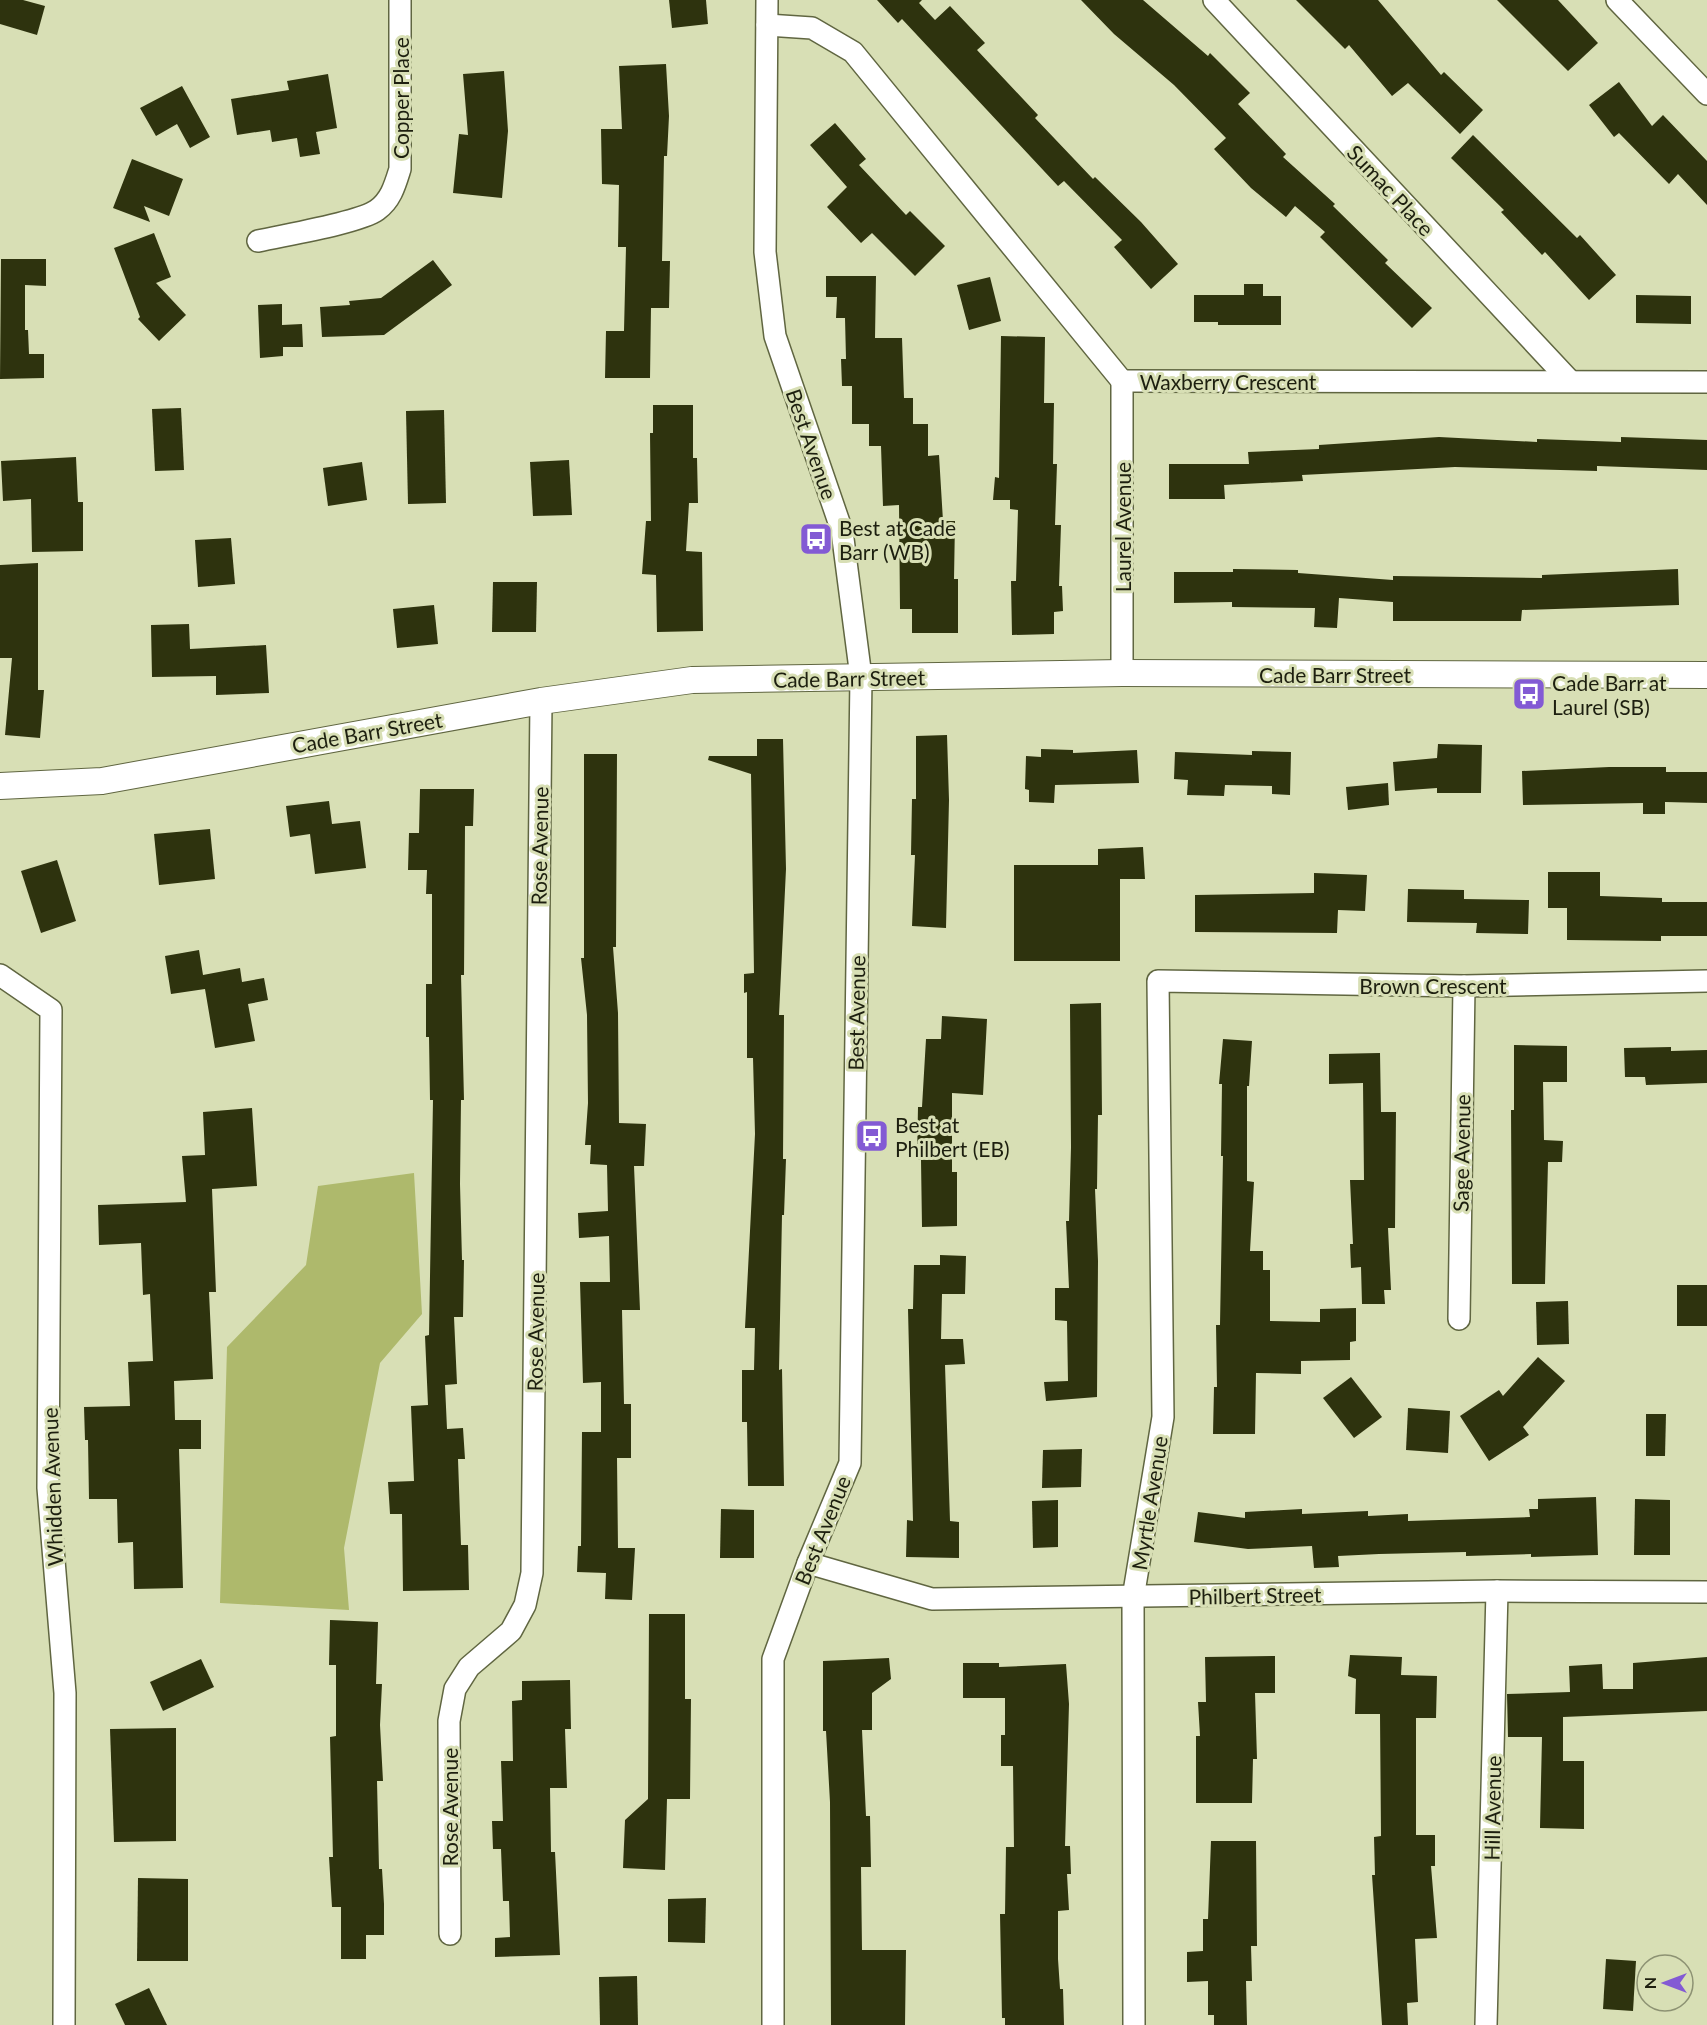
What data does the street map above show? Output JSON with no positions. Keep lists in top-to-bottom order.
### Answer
{
  "streets": {
    "street": [
      "Copper Place",
      "Sumac Place",
      "Waxberry Crescent",
      "Best Avenue",
      "Laurel Avenue",
      "Cade Barr Street",
      "Rose Avenue",
      "Brown Crescent",
      "Sage Avenue",
      "Whidden Avenue",
      "Myrtle Avenue",
      "Philbert Street",
      "Hill Avenue"
    ]
  },
  "crossings": [
    ["Sumac Place", "Waxberry Crescent"],
    ["Waxberry Crescent", "Best Avenue"],
    ["Waxberry Crescent", "Laurel Avenue"],
    ["Best Avenue", "Cade Barr Street"],
    ["Best Avenue", "Philbert Street"],
    ["Laurel Avenue", "Cade Barr Street"],
    ["Cade Barr Street", "Rose Avenue"],
    ["Brown Crescent", "Sage Avenue"],
    ["Brown Crescent", "Myrtle Avenue"],
    ["Myrtle Avenue", "Philbert Street"],
    ["Philbert Street", "Hill Avenue"]
  ],
  "places": {
    "bus stop": ["Best at Cade Barr (WB)", "Cade Barr at Laurel (SB)", "Best at Philbert (EB)"]
  },
  "north": "left"
}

* * * * *

Your objective
Every line of the material above that includes the string "Crescent" is required.

The answer
      "Waxberry Crescent",
      "Brown Crescent",
    ["Sumac Place", "Waxberry Crescent"],
    ["Waxberry Crescent", "Best Avenue"],
    ["Waxberry Crescent", "Laurel Avenue"],
    ["Brown Crescent", "Sage Avenue"],
    ["Brown Crescent", "Myrtle Avenue"],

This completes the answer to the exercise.